Collected data entries
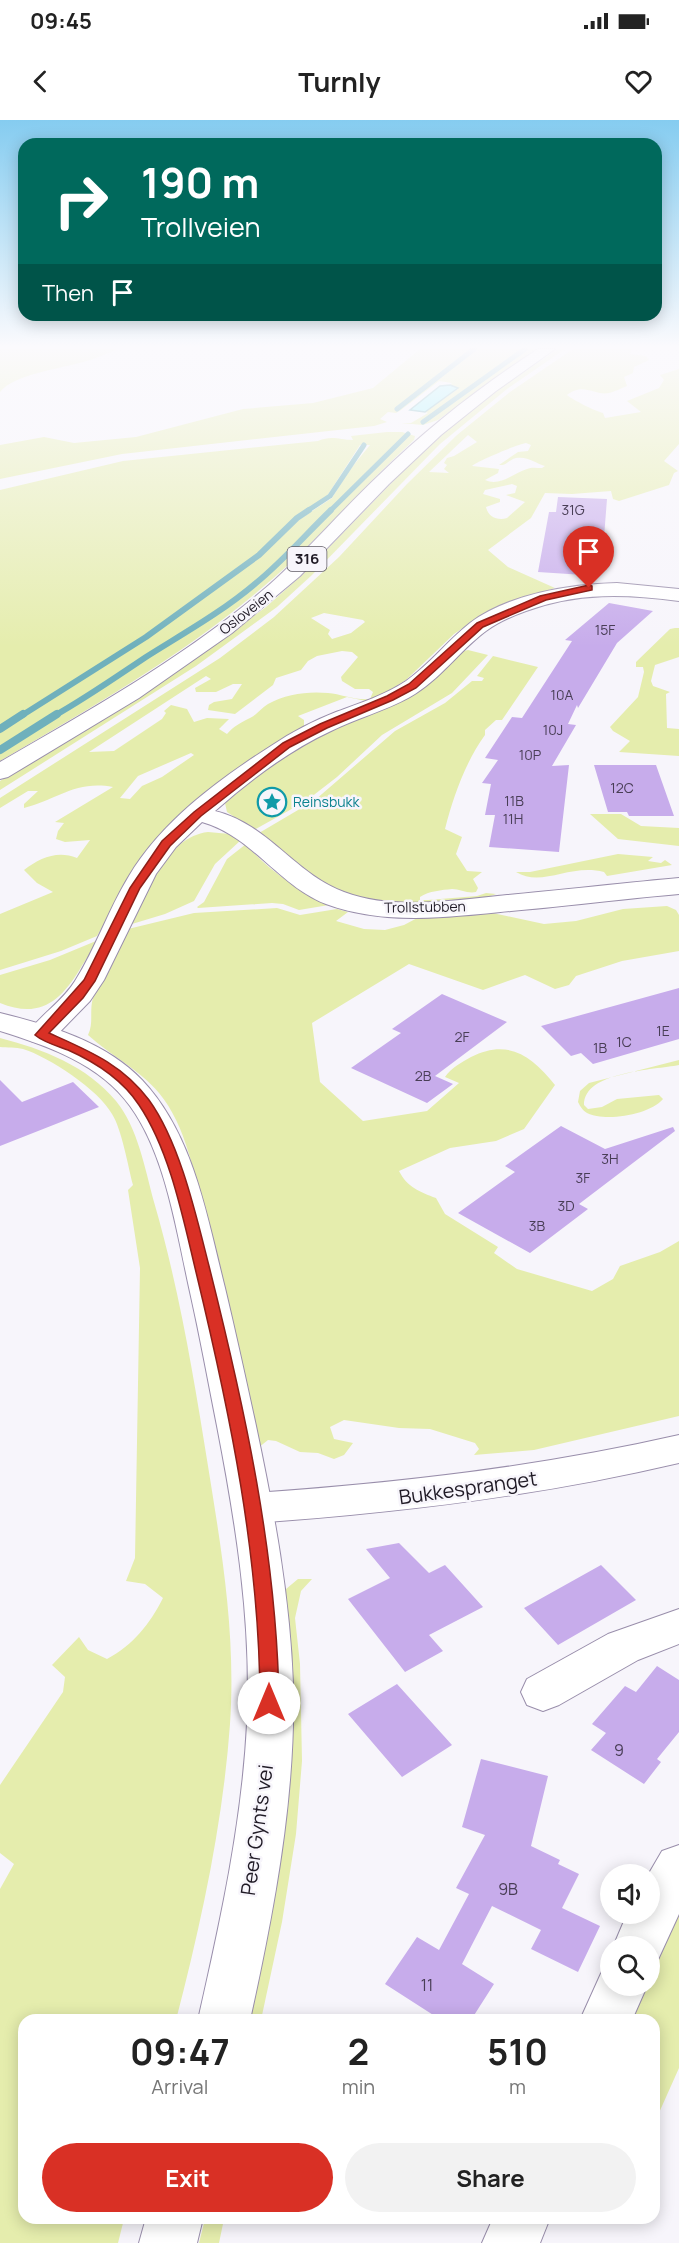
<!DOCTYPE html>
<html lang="en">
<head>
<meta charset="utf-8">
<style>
  :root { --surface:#fff; --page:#f2f2f2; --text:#222; --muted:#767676; --accent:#d93025 }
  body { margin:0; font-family:Manrope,sans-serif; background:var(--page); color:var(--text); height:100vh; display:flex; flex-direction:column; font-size:22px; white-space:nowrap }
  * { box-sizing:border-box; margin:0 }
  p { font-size:20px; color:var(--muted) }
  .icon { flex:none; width:33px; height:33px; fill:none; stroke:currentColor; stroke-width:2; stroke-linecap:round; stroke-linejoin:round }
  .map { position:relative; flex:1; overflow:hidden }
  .panel { position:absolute; left:18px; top:1894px; width:642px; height:210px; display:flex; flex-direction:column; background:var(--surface); border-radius:18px; box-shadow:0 3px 15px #0003 }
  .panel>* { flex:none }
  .banner { position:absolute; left:18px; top:18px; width:644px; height:183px; border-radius:18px; box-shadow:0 3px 15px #0003; background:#00695c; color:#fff; overflow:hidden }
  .controls { position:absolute; left:600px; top:1744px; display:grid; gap:12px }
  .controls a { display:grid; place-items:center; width:60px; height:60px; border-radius:50%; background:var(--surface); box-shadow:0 3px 15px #0003; font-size:30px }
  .pin { position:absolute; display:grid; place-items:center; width:51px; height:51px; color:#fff; margin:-62px -26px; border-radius:50% 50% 50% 0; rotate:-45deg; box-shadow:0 0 6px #0007 }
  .pin .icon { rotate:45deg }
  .me { position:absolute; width:66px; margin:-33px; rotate:0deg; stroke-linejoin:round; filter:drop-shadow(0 0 4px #0008) }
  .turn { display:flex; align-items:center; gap:21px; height:126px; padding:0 24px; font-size:27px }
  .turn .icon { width:78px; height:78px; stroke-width:2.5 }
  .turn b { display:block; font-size:42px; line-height:51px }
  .then { display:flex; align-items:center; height:57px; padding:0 24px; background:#0003; gap:12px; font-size:22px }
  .eta { display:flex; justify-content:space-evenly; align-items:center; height:102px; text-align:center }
  .eta b { font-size:36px; font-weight:700; line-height:42px }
  .primary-button { display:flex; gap:12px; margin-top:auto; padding:12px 24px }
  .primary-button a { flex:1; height:69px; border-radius:36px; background:var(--accent); color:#fff; font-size:24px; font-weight:700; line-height:69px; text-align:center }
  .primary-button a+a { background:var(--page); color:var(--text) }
  .status { display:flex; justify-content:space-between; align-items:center; height:42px; padding:0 30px; background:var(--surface); direction:ltr }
  .status svg { height:16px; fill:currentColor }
  header { display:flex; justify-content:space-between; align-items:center; height:78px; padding:0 24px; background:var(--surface); font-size:27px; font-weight:700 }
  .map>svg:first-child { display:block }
  .green { fill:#e5edad; fill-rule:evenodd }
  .water { fill:#91f0fd; stroke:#6fb0bc; stroke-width:1.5 }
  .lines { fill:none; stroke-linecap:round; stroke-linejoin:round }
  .stream-far2 { stroke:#6fb0bc; stroke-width:5 }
  .stream-far1 { stroke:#6fb0bc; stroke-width:6 }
  .stream { stroke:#6fb0bc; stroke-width:8 }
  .building { fill:#c7aceb }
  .minor-casing { stroke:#998eab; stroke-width:2 }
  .tertiary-casing { stroke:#998eab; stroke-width:2 }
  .primary-casing { stroke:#998eab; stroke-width:2 }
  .minor { fill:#fff; fill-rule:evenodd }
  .tertiary { fill:#fff; fill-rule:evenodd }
  .primary { fill:#fff; fill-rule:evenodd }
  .route { fill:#d93025; stroke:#8d1f18; stroke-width:1.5 }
  .labels { text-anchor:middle; stroke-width:5; stroke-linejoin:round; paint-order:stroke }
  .number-label { font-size:14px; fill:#493e56 }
  .far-street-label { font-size:14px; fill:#1f1a25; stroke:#f7f5fb }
  .far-culture-label { font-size:14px; fill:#0d838f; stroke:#f7f5fb; text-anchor:start }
  .shield { fill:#f7f5fb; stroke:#605c65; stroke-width:1.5 }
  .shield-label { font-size:15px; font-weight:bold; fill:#1f1a25 }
  .near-number-label { font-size:16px; fill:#493e56 }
  .near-street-label { font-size:20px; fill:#1f1a25; stroke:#f7f5fb }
</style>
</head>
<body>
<div class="status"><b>09:45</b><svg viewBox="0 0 49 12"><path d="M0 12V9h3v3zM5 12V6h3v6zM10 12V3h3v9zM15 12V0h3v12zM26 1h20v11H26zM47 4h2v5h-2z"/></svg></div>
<header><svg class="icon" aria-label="back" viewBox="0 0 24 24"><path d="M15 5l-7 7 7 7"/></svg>Turnly<svg class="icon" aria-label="heart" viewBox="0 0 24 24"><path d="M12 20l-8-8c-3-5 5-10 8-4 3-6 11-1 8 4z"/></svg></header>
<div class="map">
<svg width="679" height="2123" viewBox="0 0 679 2123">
  <rect width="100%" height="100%" fill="#f7f5fb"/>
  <!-- green -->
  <path class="green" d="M0,229h118c-12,5 -23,10 -35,13 -23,7 -69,12 -83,30z
    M420,229h116l-98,71 -15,5 -22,-2h10l17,-10 -3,-1 33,-23 -8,-4 2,-2 -13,-2 -38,29 -5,3 -8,-1 -8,7 7,3 -13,4 -252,28 -122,25v-34l44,-8 30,6 62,-6 107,-28 70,-6 60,-15z
    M558,229h7l-58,40 -67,55 -128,131 -35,32 -81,59 -196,124v-9l186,-116 80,-58 36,-32 108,-111 45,-41 55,-42z
    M573,229h59l-2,5 16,2 3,4 -15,7 -1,6 -9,4 3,9c-5,2 -13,6 -18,7 -15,3 -25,-11 -42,2 6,5 28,16 36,18l2,5 36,-6 -14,-11 32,-13 5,-8 -4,-5 19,-6v75l-15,17 14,10 -4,2 -5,12 -50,16 -6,-2 -2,-8 -39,3 -27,-1 -14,25 -43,32 20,17 47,21 -34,11 -45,20 -22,15 -48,46 -24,15 -16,6 -19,-4 -49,19 6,4v8l-34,20 -154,155 -19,33 -36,15 -61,19v-56l53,-22 -16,-9 -13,-13c16,-12 33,-20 53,-12l13,-18 -25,2 -9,-3 2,-8 6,-8 -9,-1 58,-35c-38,-7 -56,13 -89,21v-4l14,-13h-10l-28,17v-10l220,-140 54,-41 65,-60 68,-73 50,-49 53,-43zM468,315l9,7 -23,14 -7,2 -3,5 3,2 -3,4 5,4 -20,-1zM526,323l5,2 -3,6 -10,1 -19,13c8,1 9,-5 17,-7 12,-2 19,5 29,8l-3,2c-5,0 -11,-1 -15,1 -13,4 -27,18 -42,11l13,-7 1,-4 -27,-3c4,-4 46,-22 54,-23zM512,364l5,2 -2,7 -9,2 19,7 -18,16c-9,3 -19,-1 -21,-11l14,-5v-3l-17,-5 2,-4zM324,493l39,7 2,2 -14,11 -19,6 -4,-5 2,-4 -19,-12zM342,531l10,1 6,5 -17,20 1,4 13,8h14l4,3 -3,7c-13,2 -29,-5 -42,-6 -20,-2 -42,1 -60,11 -7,4 -11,11 -18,14 -10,5 -16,8 -23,16l-8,-5 10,-10 -22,-1 -13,4 -7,-13 -16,-4 -7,6 2,2 -4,6 -48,32 -25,1 117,-76 5,3 -16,9 1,4h20l17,-8h9l-10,15 -18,3 -5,3 -1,5 27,4 38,-29 3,-7 25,-8 7,-9 9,-5zM191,633l3,2 -32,22 -20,9 -12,13 -10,-1 18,-22z
    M387,312h15l13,4 -1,4c-52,47 -97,102 -151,147 -79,68 -173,121 -263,174v-31l142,-88 99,-72 59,-51 32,-21 16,-26 22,-27h-10l-33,51 -40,28 -24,26 -125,90 -138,87v-237l123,-29 195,-20c14,-6 21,-1 35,-1l-2,-4z
    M675,508h4v29l-24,8 -4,16 2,5 17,6 -4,2 1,34 12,1v27l-60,-4 11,-11 -17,-10 -3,-4 28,-30 6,-25 -1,-5h-7v-5l34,-33z
    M468,530l20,5 -36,38 -70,42 -45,42 -31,24 -52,29 -27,-18 -2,-9 60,-49 175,-102z
    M493,536l45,11 -36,53h-6l-11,10v5c-19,26 -32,62 -40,94l17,8 -6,17 11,17 15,1 -9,7 5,9 -2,4c-8,2 -16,-3 -24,-3 -10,1 -23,2 -32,8v3h8l49,-4 9,-3 10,1 -11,4c-57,6 -123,14 -174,-20 -19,-12 -36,-31 -52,-45l56,-33 80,-69 50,-28 27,-22h10l2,-3 -7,-2z
    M590,694h31l20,12 38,2v18l-61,-7z
    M208,712l22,2 11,6 -26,24 -21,37 -29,13 -33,10c17,-33 34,-87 76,-92z
    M246,724c22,27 52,45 83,61l-30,5 -16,-6 -11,-1 -74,5 -1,-1 7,-5 23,-43z
    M618,734l35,3 -5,4 13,2 4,-3 7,5 -65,11 -3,-4c-34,-9 -62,16 -88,0h14z
    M667,786l9,4 3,5v36l-57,10 -46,15 -7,9 -14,4 -30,-14 -42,15 -74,-26 -97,59 8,59 43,39 64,-10 32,-28 -14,-6c6,-9 17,-15 26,-20 37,-19 61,-1 84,28l-31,44 -28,12 -46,7 -51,23c8,16 21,21 37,27l9,16 53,33 -4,6 23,16 75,22 21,-12 7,-13 40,-14 19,-11v175l-145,34 -60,5 5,-6 -4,-6 -45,-14 -31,-1 -55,-8 -14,7 4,12 19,4 -9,12 -10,4 -16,-6 -18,-1 -24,-11 -8,-1 -10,8c-17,-77 -33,-155 -53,-232 -11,-41 -18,-89 -46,-123 -20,-24 -48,-37 -71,-58 6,-12 1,-24 5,-37l35,-69 66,-16 83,-5 23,7 37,-6 11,3 -12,9 28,8 21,1 19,-5 17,-9 67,-4 56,12 32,-3 47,-12z
    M96,821c-3,10 -11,19 -16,28 -20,33 -41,50 -80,34v-28l50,-15z
    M0,918c43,11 87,28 116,63 22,27 29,68 38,101 25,86 40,176 54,264 14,87 28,169 22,258 -7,99 -29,200 -54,296h-152v198l100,1 -6,24h-118v-354l14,-25 -14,-11v-68l63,-93 2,-15 -13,-12 27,-28 9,13 19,9c26,-14 43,-35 56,-61l-18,-14 -19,-3 9,-23 5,-290 -12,-78 5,-5c-5,-19 -11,-55 -21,-71 -13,-24 -63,-57 -89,-65 -7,-2 -16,-1 -23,-2z
    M679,940v5c-25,5 -95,6 -95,40l4,4 14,-2 15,-8 42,-4 4,4c-13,16 -58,23 -76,14 -4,-2 -7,-7 -9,-11l2,-11 9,-8z
    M298,1459h14l-11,12 -6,27 5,46 2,97 -6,73 -14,88 -21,98h-11l19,-107 15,-312 2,-12z
    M679,1774v174l-25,56v-104h-28l15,-34h9v-22z
    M205,2099h19l-5,24h-20z"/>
  <!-- water -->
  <path class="water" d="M450,265l8,3 -33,24 -15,-2 30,-24z"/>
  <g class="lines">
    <!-- stream-far2 -->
    <path class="stream-far2" d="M397,289l77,-60
      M423,302l102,-73
      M307,391l23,-15 34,-51
      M330,391l78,-77"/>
    <!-- stream-far1 -->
    <path class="stream-far1" d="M21,596l125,-79 113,-82 38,-37 12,-8
      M54,596c32,-18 62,-39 92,-59 38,-24 76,-45 110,-74 27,-22 50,-49 75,-73"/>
    <!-- stream -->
    <path class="stream" d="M0,609l23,-15
      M0,630l57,-36"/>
  </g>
  <!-- building -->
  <path class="building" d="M558,377l49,2 -4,51 -10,-1 -9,26 -46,-3 11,-60h7z
    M609,483l44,8 -36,32 -39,65 -1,-3 -9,19 8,1 -24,41 17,-1 -10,87 -70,-5 6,-32h-10l6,-31 -9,-1 16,-23 -13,-2 27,-41 10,1 50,-77 -7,-1z
    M594,645h62l18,51h-45l-2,-4h-19z
    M679,868v51l-86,25 -12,-11 -10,3 -30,-30z
    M442,874l65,28 -72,54 18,8 -26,19 -76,-35 50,-35 -9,-4z
    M0,960l22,22 51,-20 26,25 -99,39z
    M561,1006l44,23 68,-22 2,4 -96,73 9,5 -58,44 -72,-40 57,-41 -10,-6z
    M399,1423l30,30 16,-8 38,42 -54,28 14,16 -38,21 -57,-73 42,-21 -24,-29z
    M601,1445l35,35 -78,45 -34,-37z
    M657,1546l22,14v52l-22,27 4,3 -17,22 -53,-34 15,-17 -14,-9 33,-38 11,6z
    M397,1564l55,61 -50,32 -54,-63z
    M481,1639l67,17 -17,70 29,14 -2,4 21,10 -17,34 38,18 -22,46 -47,-23 10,-19 -49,-24 -30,58 32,20 -23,36h-30l-56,-36 32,-47 22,13 30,-56 -13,-6 29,-53 -23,-8z"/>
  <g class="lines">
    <!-- minor casing -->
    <g class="minor-casing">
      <path id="minor" d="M617,463l62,6v12c-53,-7 -101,-9 -153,10 -14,5 -28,11 -40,20 -27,20 -46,49 -76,66 -25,14 -53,21 -79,34 -43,20 -81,49 -116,80 53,13 80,63 129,81 50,19 111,8 163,3 57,-5 115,-12 172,-17v16c-56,5 -112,12 -168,17 -61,6 -125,15 -185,-7 -47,-18 -74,-68 -124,-82l-26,25 -20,27 -52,106 -14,21 -39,40 -10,3 -10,-3 -5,-6c14,-20 36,-33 49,-54 21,-33 33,-71 54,-105 33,-55 89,-96 142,-130 21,-14 42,-25 65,-34 24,-9 49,-17 70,-31 24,-17 41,-40 64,-58 38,-29 101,-39 147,-40z
        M679,1315v28c-140,33 -281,50 -425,60l-14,-4 -6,-11 6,-11 14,-4c143,-10 285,-26 425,-58z
        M679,1489v35l-41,16 -79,45 -16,6 -16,-6 -6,-13 6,-13 81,-45z
        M679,1725v69l-23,50 -6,2v-19h-37l14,-33h23l-2,-39 14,-24z
        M610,1845v21h37l-15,34h-52l23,-51z
        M493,2098h57l-10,25h-58z"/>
    </g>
    <!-- tertiary casing -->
    <g class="tertiary-casing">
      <path id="tertiary" d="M0,893c49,12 106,29 142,67 52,55 65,137 83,208 11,46 21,92 31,138 18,85 34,171 37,258 3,112 -19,227 -43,336h-52c22,-97 44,-196 49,-296 5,-100 -11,-200 -30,-298 -9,-45 -17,-90 -27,-134 -13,-58 -24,-137 -60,-186 -30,-42 -82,-60 -130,-75z
        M146,2098h57l-6,25h-58z"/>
    </g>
    <!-- primary casing -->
    <g class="primary-casing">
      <path id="primary" d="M538,229h17l-59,42 -55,44 -52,49 -89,92 -68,57 -93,65 -131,79 -8,2v-17c92,-53 188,-107 269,-177 38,-34 72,-74 109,-109 49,-48 103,-90 160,-127z"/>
    </g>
    <!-- minor -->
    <use href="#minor" class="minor"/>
    <!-- tertiary -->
    <use href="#tertiary" class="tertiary"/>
    <!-- primary -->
    <use href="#primary" class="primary"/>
  </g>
  <!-- sky -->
  <linearGradient id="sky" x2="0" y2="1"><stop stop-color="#85ccf0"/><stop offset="0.43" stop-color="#fbfafd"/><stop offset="1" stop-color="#fbfafd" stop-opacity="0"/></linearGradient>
  <rect width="679" height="527" fill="url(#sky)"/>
  <!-- route -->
  <path class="route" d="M589,465l3,1v4l-46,10 -63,27 -67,61 -23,12 -66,28 -37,19 -89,69 -31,30 -30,42 -45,93 -12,17 -34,35c40,18 73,31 100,67 31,43 47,115 60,166 36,143 68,289 70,437l-3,5 -7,3 -6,-3 -3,-5c0,-146 -30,-290 -64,-431 -13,-54 -26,-121 -57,-167 -17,-26 -44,-43 -71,-55 -11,-4 -25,-8 -33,-15l49,-55 46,-92 32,-47 32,-29 89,-69 37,-19 67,-28 22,-12 68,-61 63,-27z"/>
  <!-- icons -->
  <defs>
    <g id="sight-ring" transform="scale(1.5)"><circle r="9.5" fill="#f7f5fb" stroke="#0f9aa8" stroke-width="1.5"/><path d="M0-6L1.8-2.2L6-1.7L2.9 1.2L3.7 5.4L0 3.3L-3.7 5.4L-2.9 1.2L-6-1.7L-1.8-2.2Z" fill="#0f9aa8"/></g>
  </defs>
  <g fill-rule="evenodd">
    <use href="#sight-ring" x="272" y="682"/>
  </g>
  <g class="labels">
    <!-- number labels -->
    <g class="number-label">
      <text x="573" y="395">31G</text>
      <text x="605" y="515">15F</text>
      <text x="562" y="580">10A</text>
      <text x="553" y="615">10J</text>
      <text x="530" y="640">10P</text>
      <text x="622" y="673">12C</text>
      <text x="514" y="686">11B</text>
      <text x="513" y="704">11H</text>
      <text x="663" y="916">1E</text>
      <text x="462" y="922">2F</text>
      <text x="624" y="927">1C</text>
      <text x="600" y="933">1B</text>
      <text x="423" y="961">2B</text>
      <text x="610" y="1044">3H</text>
      <text x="583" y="1063">3F</text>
      <text x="566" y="1091">3D</text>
      <text x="537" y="1111">3B</text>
    </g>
    <!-- far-street labels -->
    <g class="far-street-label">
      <text transform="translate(246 492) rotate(-38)" y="5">Osloveien</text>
      <text transform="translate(425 787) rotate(-1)" y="5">Trollstubben</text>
    </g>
    <!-- far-culture labels -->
    <g class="far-culture-label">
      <text x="293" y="687">Reinsbukk</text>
    </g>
    <!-- shield labels -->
    <rect class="shield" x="287.5" y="427" width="39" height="24" rx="4.5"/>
    <g class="shield-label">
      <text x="307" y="444">316</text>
    </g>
    <!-- near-number labels -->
    <g class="near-number-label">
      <text x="619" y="1636">9</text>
      <text x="508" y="1775">9B</text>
      <text x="427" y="1871">11</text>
    </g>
    <!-- near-street labels -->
    <g class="near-street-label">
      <text transform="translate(468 1368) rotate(-8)" y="7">Bukkespranget</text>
      <text transform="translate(257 1710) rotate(-82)" y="7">Peer Gynts vei</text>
    </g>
  </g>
</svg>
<div class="controls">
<a><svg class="icon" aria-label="sound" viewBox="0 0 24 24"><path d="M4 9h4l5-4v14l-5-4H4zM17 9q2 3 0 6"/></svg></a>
<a><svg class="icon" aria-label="search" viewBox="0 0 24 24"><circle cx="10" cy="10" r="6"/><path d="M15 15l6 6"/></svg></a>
</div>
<div class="pin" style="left:589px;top:468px;background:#d93025"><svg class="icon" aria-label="arrive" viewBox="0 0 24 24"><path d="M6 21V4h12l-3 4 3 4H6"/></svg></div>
<svg class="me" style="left:269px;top:1583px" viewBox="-20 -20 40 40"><circle r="19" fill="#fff"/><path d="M0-13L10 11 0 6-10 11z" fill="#d93025"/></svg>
<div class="banner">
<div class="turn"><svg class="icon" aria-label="right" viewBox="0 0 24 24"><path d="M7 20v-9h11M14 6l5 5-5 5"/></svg><div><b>190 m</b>Trollveien</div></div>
<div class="then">Then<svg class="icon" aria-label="arrive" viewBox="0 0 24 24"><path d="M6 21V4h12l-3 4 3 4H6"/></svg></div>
</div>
<section class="panel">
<div class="eta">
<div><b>09:47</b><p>Arrival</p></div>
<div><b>2</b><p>min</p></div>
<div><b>510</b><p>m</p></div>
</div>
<div class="primary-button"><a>Exit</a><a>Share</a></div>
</section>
</div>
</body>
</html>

▶ Your goal
Taking the records above, retype every line from the one with "fill:none; stroke-linecap:round; stroke-linejoin:round" down to the one with "text-anchor:middle; stroke-width:5; stroke-linejoin:round;", exactly and with nothing else.

▶ Answer below
  .lines { fill:none; stroke-linecap:round; stroke-linejoin:round }
  .stream-far2 { stroke:#6fb0bc; stroke-width:5 }
  .stream-far1 { stroke:#6fb0bc; stroke-width:6 }
  .stream { stroke:#6fb0bc; stroke-width:8 }
  .building { fill:#c7aceb }
  .minor-casing { stroke:#998eab; stroke-width:2 }
  .tertiary-casing { stroke:#998eab; stroke-width:2 }
  .primary-casing { stroke:#998eab; stroke-width:2 }
  .minor { fill:#fff; fill-rule:evenodd }
  .tertiary { fill:#fff; fill-rule:evenodd }
  .primary { fill:#fff; fill-rule:evenodd }
  .route { fill:#d93025; stroke:#8d1f18; stroke-width:1.5 }
  .labels { text-anchor:middle; stroke-width:5; stroke-linejoin:round; paint-order:stroke }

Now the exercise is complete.